DATA FOR REVIEW: Begin

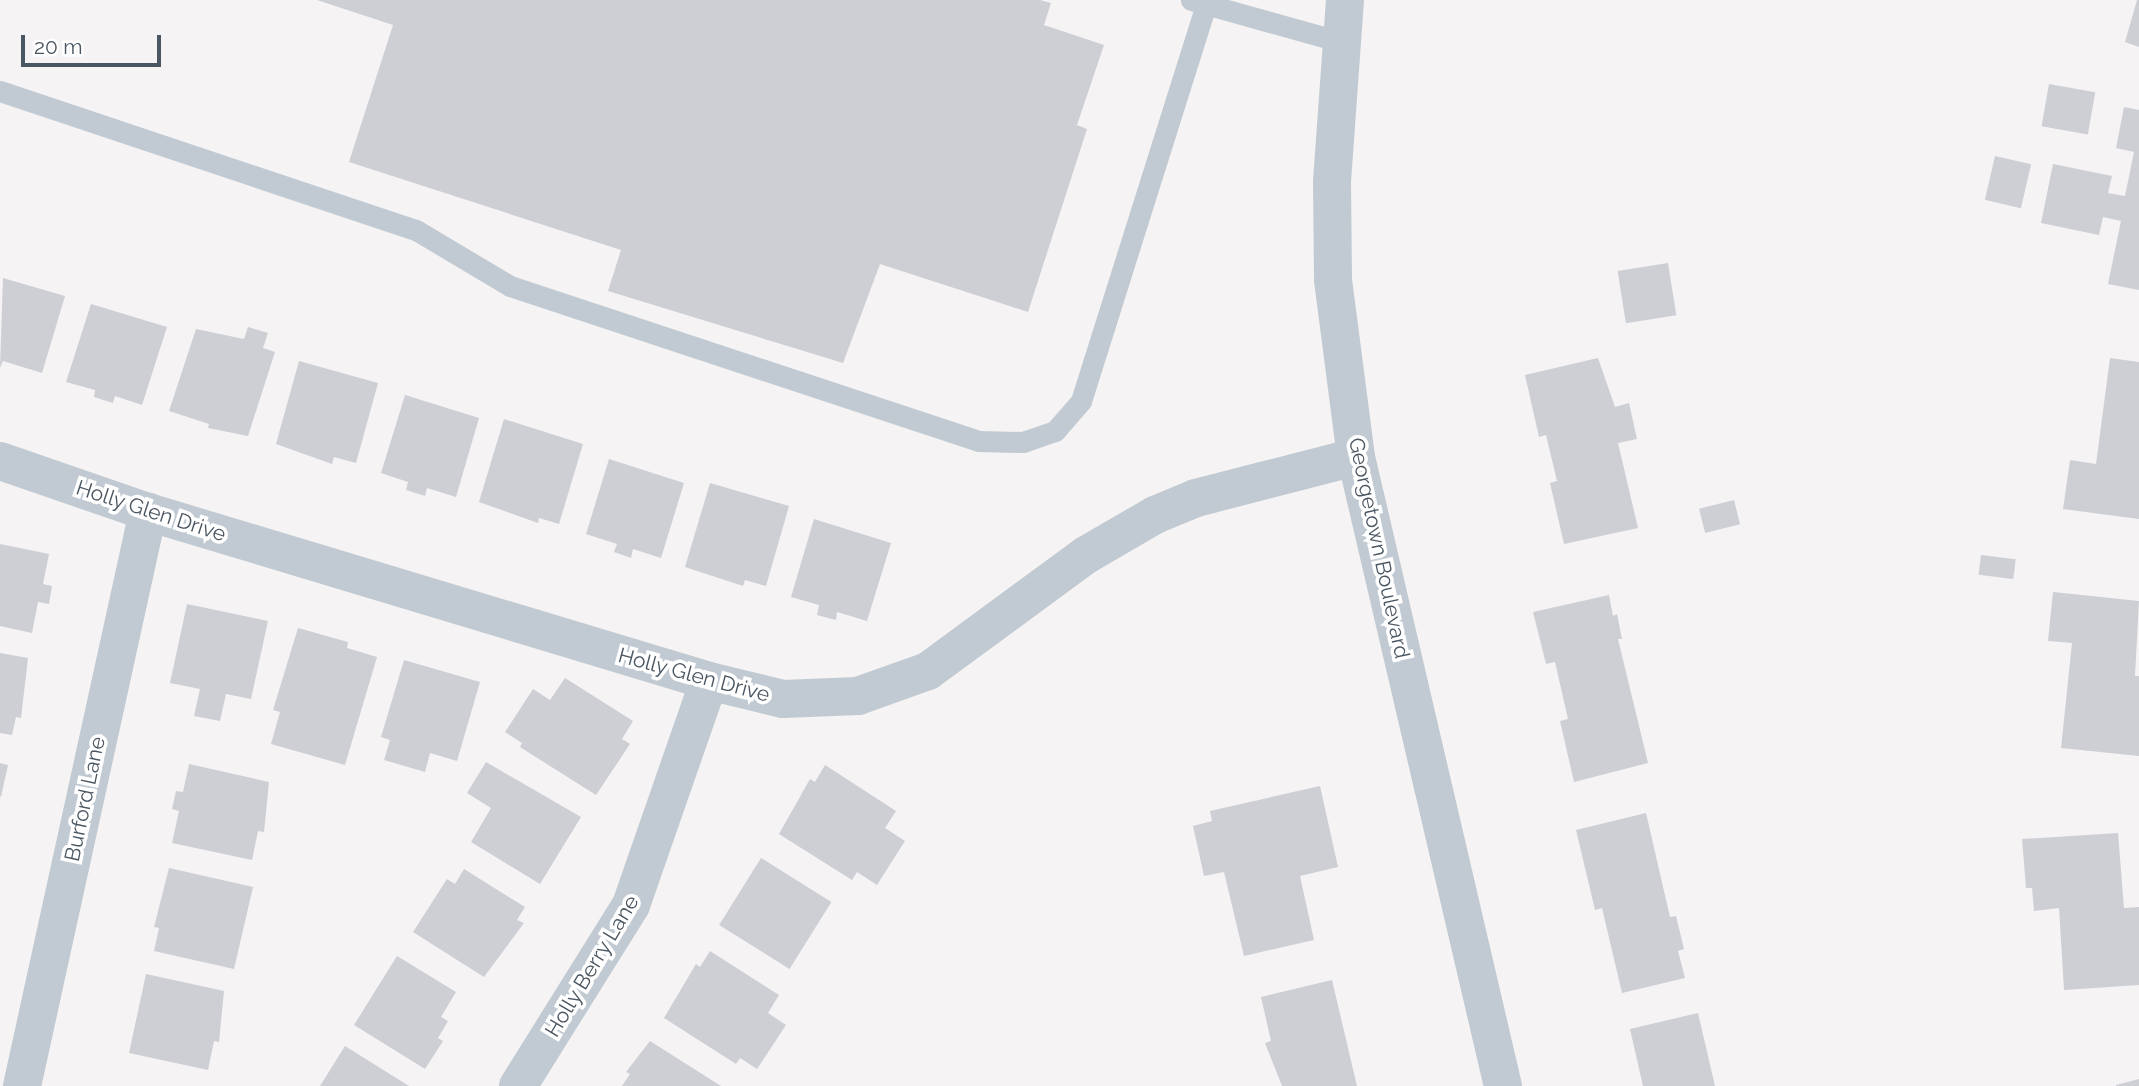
<!DOCTYPE html>
<html>
<head>
<meta charset="utf-8">
<style>
  body { margin:0 }
  #map { position:relative; width:2139px; height:1086px; overflow:hidden; background:#f5f3f3; font-family:Raleway,sans-serif }
  div>[style] { position:absolute }
  .building>* { inset:0; background:#cdcfd5; transform-origin:0 0 }
  .service>* { height:21px; margin:-10.5px; padding:0 10.5px; transform-origin:10.5px; border-radius:10.5px; background:#c1cad2 }
  .minor>* { height:38px; margin:-19px; padding:0 19px; transform-origin:19px; border-radius:19px; background:#c1cad2 }
  .tertiary>* { height:38px; margin:-19px; padding:0 19px; transform-origin:19px; border-radius:19px; background:#c1cad2 }
  span { translate:-50% -50%; white-space:nowrap; text-align:center; line-height:1.15; -webkit-text-stroke:7px #fff; paint-order:stroke }
  .street-label { font-size:21px; color:#4a5661 }
  .scale { position:absolute; left:21px; top:35px; width:140px; height:32px; box-sizing:border-box; border:4px solid #4a5661; border-top:0; padding-left:9px; font-size:21px; line-height:24px; white-space:nowrap; color:#4a5661; -webkit-text-stroke:5px #fff; paint-order:stroke }
</style>
</head>
<body>
<div id="map">
  <div class="building">
    <i style="clip-path:polygon(317px 0,1040px 0,1051px 3px,1044px 25px,1104px 45px,1077px 125px,1087px 129px,1028px 312px,880px 264px,843px 363px,608px 291px,621px 250px,349px 162px,393px 25px)"></i>
    <i style="clip-path:polygon(2137px 0,2139px 0,2139px 47px,2125px 42px)"></i>
    <i style="left:2049px;top:84px;width:47px;height:43px;rotate:10deg"></i>
    <i style="clip-path:polygon(2124px 107px,2139px 110px,2139px 290px,2108px 284px,2121px 221px,2103px 217px,2099px 235px,2041px 223px,2053px 164px,2112px 176px,2108px 193px,2125px 196px,2134px 152px,2116px 148px)"></i>
    <i style="left:1995px;top:156px;width:37px;height:45px;rotate:13deg"></i>
    <i style="left:1668px;top:263px;width:53px;height:51px;rotate:81deg"></i>
    <i style="clip-path:polygon(3px 278px,65px 296px,42px 373px,3px 361px,0 368px)"></i>
    <i style="clip-path:polygon(91px 304px,167px 327px,142px 405px,115px 396px,113px 403px,94px 397px,95px 390px,66px 382px)"></i>
    <i style="clip-path:polygon(248px 327px,268px 333px,263px 348px,275px 352px,248px 436px,208px 428px,209px 424px,169px 411px,196px 329px,244px 339px)"></i>
    <i style="clip-path:polygon(1598px 358px,1615px 407px,1629px 403px,1637px 439px,1618px 443px,1638px 528px,1564px 544px,1550px 483px,1557px 481px,1546px 435px,1539px 437px,1525px 375px)"></i>
    <i style="clip-path:polygon(2110px 358px,2139px 362px,2139px 519px,2063px 509px,2070px 460px,2096px 464px)"></i>
    <i style="clip-path:polygon(299px 361px,378px 383px,356px 463px,334px 457px,332px 464px,276px 444px)"></i>
    <i style="clip-path:polygon(405px 395px,479px 418px,456px 497px,427px 488px,425px 496px,406px 490px,408px 482px,381px 473px)"></i>
    <i style="clip-path:polygon(504px 419px,583px 444px,559px 524px,539px 518px,538px 523px,479px 502px)"></i>
    <i style="clip-path:polygon(609px 459px,684px 483px,661px 558px,633px 549px,631px 558px,614px 552px,617px 544px,586px 534px)"></i>
    <i style="clip-path:polygon(710px 483px,789px 506px,766px 586px,745px 580px,743px 586px,685px 567px)"></i>
    <i style="left:1734px;top:500px;width:25px;height:36px;rotate:76deg"></i>
    <i style="clip-path:polygon(814px 519px,891px 543px,867px 621px,837px 612px,836px 620px,817px 615px,819px 605px,791px 597px)"></i>
    <i style="clip-path:polygon(0 544px,49px 554px,43px 584px,52px 586px,49px 604px,38px 602px,32px 633px,0 626px)"></i>
    <i style="left:1981px;top:555px;width:35px;height:20px;rotate:7deg"></i>
    <i style="clip-path:polygon(2053px 592px,2139px 601px,2135px 676px,2139px 676px,2139px 756px,2061px 748px,2072px 643px,2048px 641px)"></i>
    <i style="clip-path:polygon(1609px 595px,1613px 616px,1617px 614px,1622px 639px,1618px 639px,1648px 763px,1574px 782px,1560px 721px,1568px 719px,1555px 662px,1546px 664px,1533px 612px)"></i>
    <i style="clip-path:polygon(187px 604px,268px 621px,251px 699px,226px 694px,220px 721px,194px 716px,200px 689px,170px 683px)"></i>
    <i style="clip-path:polygon(298px 628px,348px 642px,347px 648px,377px 657px,345px 765px,271px 744px,280px 712px,273px 710px)"></i>
    <i style="clip-path:polygon(0 653px,28px 658px,21px 718px,16px 717px,12px 735px,0 733px)"></i>
    <i style="clip-path:polygon(404px 660px,480px 682px,457px 761px,430px 753px,425px 772px,384px 760px,390px 740px,381px 737px)"></i>
    <i style="clip-path:polygon(565px 678px,633px 721px,622px 739px,630px 744px,596px 795px,520px 747px,522px 743px,505px 732px,533px 689px,550px 700px)"></i>
    <i style="clip-path:polygon(486px 762px,581px 817px,540px 884px,471px 842px,491px 808px,467px 793px)"></i>
    <i style="clip-path:polygon(0 763px,8px 765px,1px 797px,0 796px)"></i>
    <i style="clip-path:polygon(189px 764px,269px 782px,264px 832px,258px 831px,252px 860px,172px 843px,179px 811px,172px 809px,176px 791px,183px 792px)"></i>
    <i style="clip-path:polygon(825px 765px,896px 811px,885px 828px,905px 841px,877px 885px,857px 872px,852px 880px,779px 834px,810px 779px,815px 782px)"></i>
    <i style="clip-path:polygon(1320px 786px,1338px 867px,1300px 876px,1314px 940px,1244px 956px,1224px 872px,1204px 876px,1193px 826px,1212px 821px,1210px 811px)"></i>
    <i style="clip-path:polygon(1646px 813px,1670px 917px,1676px 916px,1684px 949px,1678px 951px,1685px 978px,1622px 993px,1602px 908px,1595px 910px,1576px 830px)"></i>
    <i style="clip-path:polygon(2118px 833px,2124px 908px,2139px 907px,2139px 985px,2064px 990px,2059px 908px,2034px 911px,2032px 888px,2026px 888px,2022px 839px)"></i>
    <i style="left:761px;top:858px;width:83px;height:79px;rotate:32deg"></i>
    <i style="clip-path:polygon(169px 868px,253px 887px,234px 969px,154px 951px,159px 928px,154px 927px)"></i>
    <i style="clip-path:polygon(464px 869px,525px 907px,517px 920px,524px 923px,484px 977px,413px 932px,447px 879px,455px 884px)"></i>
    <i style="clip-path:polygon(710px 951px,779px 995px,768px 1013px,786px 1025px,757px 1069px,740px 1058px,736px 1064px,664px 1018px,696px 964px,700px 967px)"></i>
    <i style="clip-path:polygon(397px 956px,456px 992px,441px 1017px,448px 1021px,438px 1038px,443px 1041px,425px 1069px,354px 1025px)"></i>
    <i style="clip-path:polygon(146px 974px,224px 991px,219px 1042px,214px 1041px,208px 1070px,129px 1053px)"></i>
    <i style="clip-path:polygon(1332px 980px,1357px 1086px,1282px 1086px,1265px 1043px,1271px 1041px,1261px 997px)"></i>
    <i style="clip-path:polygon(1698px 1013px,1715px 1086px,1643px 1086px,1630px 1029px)"></i>
    <i style="clip-path:polygon(650px 1041px,721px 1086px,622px 1086px,630px 1074px,626px 1072px)"></i>
    <i style="clip-path:polygon(345px 1046px,409px 1086px,320px 1086px)"></i>
    <i style="clip-path:polygon(2139px 1079px,2139px 1086px,2116px 1086px,2116px 1085px)"></i>
  </div>
  <div class="service">
    <i style="left:1191px;top:0;width:156px;rotate:15.6deg"></i>
    <i style="left:0;top:91px;width:439px;rotate:18.5deg"></i>
    <i style="left:416px;top:230px;width:109px;rotate:30.8deg"></i>
    <i style="left:510px;top:286px;width:493px;rotate:18.3deg"></i>
    <i style="left:978px;top:441px;width:45px;rotate:1.3deg"></i>
    <i style="left:1023px;top:442px;width:34px;rotate:-19deg"></i>
    <i style="left:1055px;top:431px;width:40px;rotate:-49deg"></i>
    <i style="left:1081px;top:401px;width:415px;rotate:-72.5deg"></i>
  </div>
  <div class="minor">
    <i style="left:0;top:461px;width:157px;rotate:19deg"></i>
    <i style="left:148px;top:512px;width:586px;rotate:16.76deg"></i>
    <i style="left:709px;top:681px;width:76px;rotate:13.7deg"></i>
    <i style="left:783px;top:699px;width:75px;rotate:-2.3deg"></i>
    <i style="left:858px;top:696px;width:74px;rotate:-19.7deg"></i>
    <i style="left:928px;top:671px;width:196px;rotate:-36.3deg"></i>
    <i style="left:1086px;top:555px;width:80px;rotate:-30.1deg"></i>
    <i style="left:1155px;top:515px;width:44px;rotate:-22.5deg"></i>
    <i style="left:1196px;top:498px;width:165px;rotate:-14.4deg"></i>
    <i style="left:22px;top:1086px;width:588px;rotate:-77.62deg"></i>
    <i style="left:518px;top:1086px;width:213px;rotate:-58deg"></i>
    <i style="left:631px;top:905px;width:237px;rotate:-70.8deg"></i>
  </div>
  <div class="tertiary">
    <i style="left:1345px;top:0;width:182px;rotate:94.1deg"></i>
    <i style="left:1332px;top:182px;width:98px;rotate:89.4deg"></i>
    <i style="left:1333px;top:280px;width:178px;rotate:82.6deg"></i>
    <i style="left:1356px;top:457px;width:646px;rotate:76.85deg"></i>
  </div>
  <div class="street-label">
    <span style="left:151px;top:511px;rotate:18deg">Holly Glen Drive</span>
    <span style="left:1379px;top:548px;rotate:78deg">Georgetown Boulevard</span>
    <span style="left:694px;top:675px;rotate:15deg">Holly Glen Drive</span>
    <span style="left:85px;top:799px;rotate:-78deg">Burford Lane</span>
    <span style="left:592px;top:966px;rotate:-59deg">Holly Berry Lane</span>
  </div>
  <div class="scale">20 m</div>
</div>
</body>
</html>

DATA FOR REVIEW: End

Every line above that holds the word "text" is to be found and copied.

  span { translate:-50% -50%; white-space:nowrap; text-align:center; line-height:1.15; -webkit-text-stroke:7px #fff; paint-order:stroke }
  .scale { position:absolute; left:21px; top:35px; width:140px; height:32px; box-sizing:border-box; border:4px solid #4a5661; border-top:0; padding-left:9px; font-size:21px; line-height:24px; white-space:nowrap; color:#4a5661; -webkit-text-stroke:5px #fff; paint-order:stroke }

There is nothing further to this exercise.